DOM Consistency

by Theresa O’Connor on 8 April 2009

This is in reply to Sam Ruby’s HTML Reunification—go read that first. (When I tried to post this as a comment, his comment system didn’t seem to be working.)

As a web developer, one of the most appealing (if not the most appealing) parts of HTML5 as currently defined is that HTML is a DOM language with two serializations. I don’t have to care if the browser (or other tool) used an XML parser or an HTML parser, because I can write code that works on the DOM that comes out at the other end.

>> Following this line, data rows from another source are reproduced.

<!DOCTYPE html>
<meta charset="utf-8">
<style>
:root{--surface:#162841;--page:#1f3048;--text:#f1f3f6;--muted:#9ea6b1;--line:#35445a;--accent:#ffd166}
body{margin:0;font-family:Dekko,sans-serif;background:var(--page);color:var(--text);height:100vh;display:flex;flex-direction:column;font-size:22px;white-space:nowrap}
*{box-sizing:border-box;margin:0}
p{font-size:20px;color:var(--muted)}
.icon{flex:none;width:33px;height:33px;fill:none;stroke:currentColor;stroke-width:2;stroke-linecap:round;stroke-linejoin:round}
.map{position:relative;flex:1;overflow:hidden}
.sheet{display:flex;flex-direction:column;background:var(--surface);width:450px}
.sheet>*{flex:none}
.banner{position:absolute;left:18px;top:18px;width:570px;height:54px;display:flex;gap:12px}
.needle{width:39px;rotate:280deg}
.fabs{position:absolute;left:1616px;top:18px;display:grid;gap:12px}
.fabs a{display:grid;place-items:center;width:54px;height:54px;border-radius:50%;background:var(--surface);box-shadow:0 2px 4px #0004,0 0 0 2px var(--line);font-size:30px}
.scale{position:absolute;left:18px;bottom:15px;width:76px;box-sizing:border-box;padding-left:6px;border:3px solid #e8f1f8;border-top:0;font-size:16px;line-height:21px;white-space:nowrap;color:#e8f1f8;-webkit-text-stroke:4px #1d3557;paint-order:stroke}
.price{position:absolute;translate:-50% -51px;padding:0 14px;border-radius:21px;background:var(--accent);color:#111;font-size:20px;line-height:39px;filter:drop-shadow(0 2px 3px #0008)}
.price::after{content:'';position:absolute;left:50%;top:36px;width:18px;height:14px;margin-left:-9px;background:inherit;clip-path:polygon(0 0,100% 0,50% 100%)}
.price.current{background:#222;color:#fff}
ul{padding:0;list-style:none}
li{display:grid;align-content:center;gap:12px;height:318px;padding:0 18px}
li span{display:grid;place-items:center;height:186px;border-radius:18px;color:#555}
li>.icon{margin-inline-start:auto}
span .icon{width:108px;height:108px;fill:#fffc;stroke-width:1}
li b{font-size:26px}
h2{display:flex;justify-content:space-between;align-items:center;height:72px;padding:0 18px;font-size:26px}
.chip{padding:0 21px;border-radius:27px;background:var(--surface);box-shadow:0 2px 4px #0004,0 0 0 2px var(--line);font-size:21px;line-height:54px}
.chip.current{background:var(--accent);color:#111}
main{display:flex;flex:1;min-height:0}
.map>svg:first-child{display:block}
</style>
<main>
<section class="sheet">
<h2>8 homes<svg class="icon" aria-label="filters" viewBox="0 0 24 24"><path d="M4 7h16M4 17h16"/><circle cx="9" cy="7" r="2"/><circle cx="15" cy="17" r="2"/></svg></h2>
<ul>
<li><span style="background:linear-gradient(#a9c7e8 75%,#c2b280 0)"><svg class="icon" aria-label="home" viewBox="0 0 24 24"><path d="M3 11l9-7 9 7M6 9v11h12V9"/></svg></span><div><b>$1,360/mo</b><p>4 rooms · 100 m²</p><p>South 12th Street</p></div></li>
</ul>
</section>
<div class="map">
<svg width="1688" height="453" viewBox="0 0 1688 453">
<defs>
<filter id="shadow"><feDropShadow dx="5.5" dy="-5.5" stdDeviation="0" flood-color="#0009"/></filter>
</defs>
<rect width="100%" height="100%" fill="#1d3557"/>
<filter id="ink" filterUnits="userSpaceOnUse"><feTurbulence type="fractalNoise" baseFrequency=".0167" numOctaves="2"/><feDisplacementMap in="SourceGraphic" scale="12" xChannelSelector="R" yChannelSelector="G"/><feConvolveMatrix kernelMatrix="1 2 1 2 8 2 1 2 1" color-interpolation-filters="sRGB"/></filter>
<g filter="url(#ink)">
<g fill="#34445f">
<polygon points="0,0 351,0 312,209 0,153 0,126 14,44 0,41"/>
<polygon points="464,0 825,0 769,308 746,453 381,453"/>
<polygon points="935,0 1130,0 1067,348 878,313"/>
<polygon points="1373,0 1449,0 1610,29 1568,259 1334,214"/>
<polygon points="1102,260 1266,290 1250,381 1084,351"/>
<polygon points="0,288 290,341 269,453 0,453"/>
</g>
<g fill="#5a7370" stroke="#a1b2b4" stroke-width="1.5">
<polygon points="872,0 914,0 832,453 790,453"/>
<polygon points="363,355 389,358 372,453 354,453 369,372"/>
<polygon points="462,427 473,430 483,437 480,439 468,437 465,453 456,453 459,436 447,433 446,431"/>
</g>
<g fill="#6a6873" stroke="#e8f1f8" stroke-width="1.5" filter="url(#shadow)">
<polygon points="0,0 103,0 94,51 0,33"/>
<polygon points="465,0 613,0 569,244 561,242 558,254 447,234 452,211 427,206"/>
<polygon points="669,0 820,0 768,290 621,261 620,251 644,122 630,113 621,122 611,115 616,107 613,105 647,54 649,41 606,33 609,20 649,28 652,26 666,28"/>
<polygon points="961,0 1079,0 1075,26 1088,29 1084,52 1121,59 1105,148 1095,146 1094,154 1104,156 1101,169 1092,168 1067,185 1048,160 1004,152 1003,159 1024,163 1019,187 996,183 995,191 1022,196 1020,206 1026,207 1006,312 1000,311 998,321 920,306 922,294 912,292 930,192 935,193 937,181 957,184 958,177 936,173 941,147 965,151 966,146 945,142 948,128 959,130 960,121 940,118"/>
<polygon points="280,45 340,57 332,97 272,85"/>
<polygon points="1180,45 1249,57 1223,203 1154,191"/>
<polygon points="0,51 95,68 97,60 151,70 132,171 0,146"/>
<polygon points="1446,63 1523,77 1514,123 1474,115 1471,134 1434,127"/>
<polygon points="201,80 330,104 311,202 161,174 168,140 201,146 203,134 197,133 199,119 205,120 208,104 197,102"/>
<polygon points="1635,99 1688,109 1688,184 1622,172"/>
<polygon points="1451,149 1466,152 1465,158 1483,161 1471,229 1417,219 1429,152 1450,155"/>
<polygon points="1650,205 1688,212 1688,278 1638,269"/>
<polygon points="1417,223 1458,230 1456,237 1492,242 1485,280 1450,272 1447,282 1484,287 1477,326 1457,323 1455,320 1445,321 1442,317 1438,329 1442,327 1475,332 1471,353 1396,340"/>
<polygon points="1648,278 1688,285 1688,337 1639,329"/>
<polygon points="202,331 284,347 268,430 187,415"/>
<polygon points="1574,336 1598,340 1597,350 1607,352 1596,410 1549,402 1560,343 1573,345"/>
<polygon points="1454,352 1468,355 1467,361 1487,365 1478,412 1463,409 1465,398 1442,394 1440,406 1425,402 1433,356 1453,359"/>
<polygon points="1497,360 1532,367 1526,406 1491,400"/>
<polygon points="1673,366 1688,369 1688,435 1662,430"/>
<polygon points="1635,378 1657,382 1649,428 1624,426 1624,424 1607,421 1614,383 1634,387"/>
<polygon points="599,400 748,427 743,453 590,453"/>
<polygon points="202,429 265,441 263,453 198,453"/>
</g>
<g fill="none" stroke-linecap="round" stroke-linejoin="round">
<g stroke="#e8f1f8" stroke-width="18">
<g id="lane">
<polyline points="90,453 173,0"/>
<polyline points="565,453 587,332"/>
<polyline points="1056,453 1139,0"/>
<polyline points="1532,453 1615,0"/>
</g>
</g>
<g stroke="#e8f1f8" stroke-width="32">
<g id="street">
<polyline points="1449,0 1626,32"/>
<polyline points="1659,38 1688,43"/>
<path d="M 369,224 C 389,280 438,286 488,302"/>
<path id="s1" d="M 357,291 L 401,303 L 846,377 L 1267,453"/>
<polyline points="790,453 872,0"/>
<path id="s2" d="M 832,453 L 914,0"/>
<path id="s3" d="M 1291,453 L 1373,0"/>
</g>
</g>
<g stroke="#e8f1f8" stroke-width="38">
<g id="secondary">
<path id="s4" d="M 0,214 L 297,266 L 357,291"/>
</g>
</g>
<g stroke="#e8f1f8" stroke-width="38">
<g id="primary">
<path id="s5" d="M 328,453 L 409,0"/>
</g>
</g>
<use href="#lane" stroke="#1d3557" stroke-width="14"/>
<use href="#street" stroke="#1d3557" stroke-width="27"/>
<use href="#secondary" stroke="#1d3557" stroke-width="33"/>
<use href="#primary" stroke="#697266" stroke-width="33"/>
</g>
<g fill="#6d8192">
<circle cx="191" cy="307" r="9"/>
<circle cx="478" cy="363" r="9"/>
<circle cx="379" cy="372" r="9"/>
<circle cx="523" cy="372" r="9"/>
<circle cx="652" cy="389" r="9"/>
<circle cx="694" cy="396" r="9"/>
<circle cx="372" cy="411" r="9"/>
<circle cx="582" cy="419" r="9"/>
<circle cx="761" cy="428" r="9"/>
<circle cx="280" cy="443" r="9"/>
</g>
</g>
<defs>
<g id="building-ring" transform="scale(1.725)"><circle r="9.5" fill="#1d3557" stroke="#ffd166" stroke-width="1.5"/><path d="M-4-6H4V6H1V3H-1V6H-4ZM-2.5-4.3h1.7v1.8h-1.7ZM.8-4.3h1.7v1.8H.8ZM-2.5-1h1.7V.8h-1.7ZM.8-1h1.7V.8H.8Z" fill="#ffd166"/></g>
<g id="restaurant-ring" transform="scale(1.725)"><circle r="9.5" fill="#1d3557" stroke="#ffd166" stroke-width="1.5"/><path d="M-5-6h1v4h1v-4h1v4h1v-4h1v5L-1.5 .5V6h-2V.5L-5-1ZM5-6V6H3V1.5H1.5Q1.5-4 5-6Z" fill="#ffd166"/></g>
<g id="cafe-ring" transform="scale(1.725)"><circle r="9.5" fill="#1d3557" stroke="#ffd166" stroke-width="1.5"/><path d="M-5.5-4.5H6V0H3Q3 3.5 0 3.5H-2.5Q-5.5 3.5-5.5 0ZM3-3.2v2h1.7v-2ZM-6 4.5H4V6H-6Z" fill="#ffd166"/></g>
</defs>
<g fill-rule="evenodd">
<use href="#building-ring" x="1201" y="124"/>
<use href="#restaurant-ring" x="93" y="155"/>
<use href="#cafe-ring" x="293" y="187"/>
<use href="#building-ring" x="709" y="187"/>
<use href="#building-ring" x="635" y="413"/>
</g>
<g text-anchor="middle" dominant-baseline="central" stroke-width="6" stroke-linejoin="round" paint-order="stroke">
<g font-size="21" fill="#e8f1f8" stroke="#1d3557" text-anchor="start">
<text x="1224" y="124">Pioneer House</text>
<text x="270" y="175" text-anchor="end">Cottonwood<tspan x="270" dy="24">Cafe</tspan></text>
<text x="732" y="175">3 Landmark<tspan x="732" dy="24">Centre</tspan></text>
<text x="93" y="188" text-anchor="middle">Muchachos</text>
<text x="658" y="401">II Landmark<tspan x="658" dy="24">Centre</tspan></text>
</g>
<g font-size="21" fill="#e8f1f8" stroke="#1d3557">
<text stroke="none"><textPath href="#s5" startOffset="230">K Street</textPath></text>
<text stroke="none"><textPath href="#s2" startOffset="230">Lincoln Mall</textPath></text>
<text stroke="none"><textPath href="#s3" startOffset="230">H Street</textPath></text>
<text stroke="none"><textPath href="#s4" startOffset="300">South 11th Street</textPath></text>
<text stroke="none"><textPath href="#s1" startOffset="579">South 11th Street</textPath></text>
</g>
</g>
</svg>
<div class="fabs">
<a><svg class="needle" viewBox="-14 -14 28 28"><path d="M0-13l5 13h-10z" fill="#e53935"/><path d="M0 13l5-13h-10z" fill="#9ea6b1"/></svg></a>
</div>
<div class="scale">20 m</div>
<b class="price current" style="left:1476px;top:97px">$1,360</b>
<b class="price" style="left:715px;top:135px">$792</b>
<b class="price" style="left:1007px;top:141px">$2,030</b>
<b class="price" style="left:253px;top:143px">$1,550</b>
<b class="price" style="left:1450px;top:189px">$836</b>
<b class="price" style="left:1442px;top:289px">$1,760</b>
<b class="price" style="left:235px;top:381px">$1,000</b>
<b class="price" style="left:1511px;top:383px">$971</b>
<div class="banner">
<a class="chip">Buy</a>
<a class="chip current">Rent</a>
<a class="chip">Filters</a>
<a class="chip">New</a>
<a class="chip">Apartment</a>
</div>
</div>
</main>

This applies to both browser-based scripting as well as other tools I write that process web content (thank you, html5lib).

Whenever the DOM differs between the two serializations, web developers suffer. Their code grows different code paths, etc. Basically, the DOM Consistency principle is probably the most important of the design principles from the perspective of someone doing serious DOM scripting in modern web applications. The extent to which other technologies intended to be part of the web platform strain this principle is the extent to which they are unsuited to be part of the web platform.

Don’t relax the DOM Consistency principle. That would be bad.


  1. [ I believe the comment problem is fixed. Meanwhile, your post has been excerpted so that others can follow the conversation back to this point. ]

    Is there any chance I can talk you into comparing notes with the RDFa and ubiquity-xforms folks?

    As I understand it, they each have infosets which can't be serialized into HTML5 as it is defined today, but can be serialized into XHTML5. Furthermore, that serialization will round trip in that if it is parsed by either XHTML5 or HTML5 and then reserialized you get back the original. Finally, they have libraries which deal with the differences.

    Sam Ruby, 8 April 2009

  2. Philip Taylor

    I've not looked at RDFa libraries, but ubiquity-xforms doesn't seem to deal with the differences beyond a pretty basic level. Compare xmlns:xf vs xmlns:xf2, which should be equivalent in a proper XML-like namespace-aware system. In Opera 9.6, there's no styling in the second example; in Firefox 3 there's not even any form controls. In IE7 there's no styling in the second example, and in both examples I get a script error and no data in the form fields. So this doesn't look like an adequate demonstration that it's feasible to deal with the differences via scripting. (And this is before thinking about author scripts dynamically modifying the page.)

    Philip Taylor, 8 April 2009

  3. "As I understand it, they each have infosets which can't be serialized into HTML5 as it is defined today, but can be serialized into XHTML5."

    Nope, the opposite.

    ubiquity-xforms has infosets that have elements that have e.g. "xf:input" as the local name and the namespace of HTML elements as the namespace. Such an infoset is not serializable as XHTML5, because XML doesn't allow the colon in local names.

    Henri Sivonen, 8 April 2009

  4. Henri, you've interpreted my statement in a quite different manner than I intended it. Permit me to clarify: XForms defines elements, such as input in the "" namepace, that can not be serialized into HTML5 as it is defined today.

    Sam Ruby, 8 April 2009

  5. Sam, your proposal doesn't make it possible to serialize elements from the "" namespace as text/html.

    Henri Sivonen, 10 April 2009

  6. Henri: Agreed. Instead I said "serialization will round trip". Clearly a much lower bar.

    Sam Ruby, 10 April 2009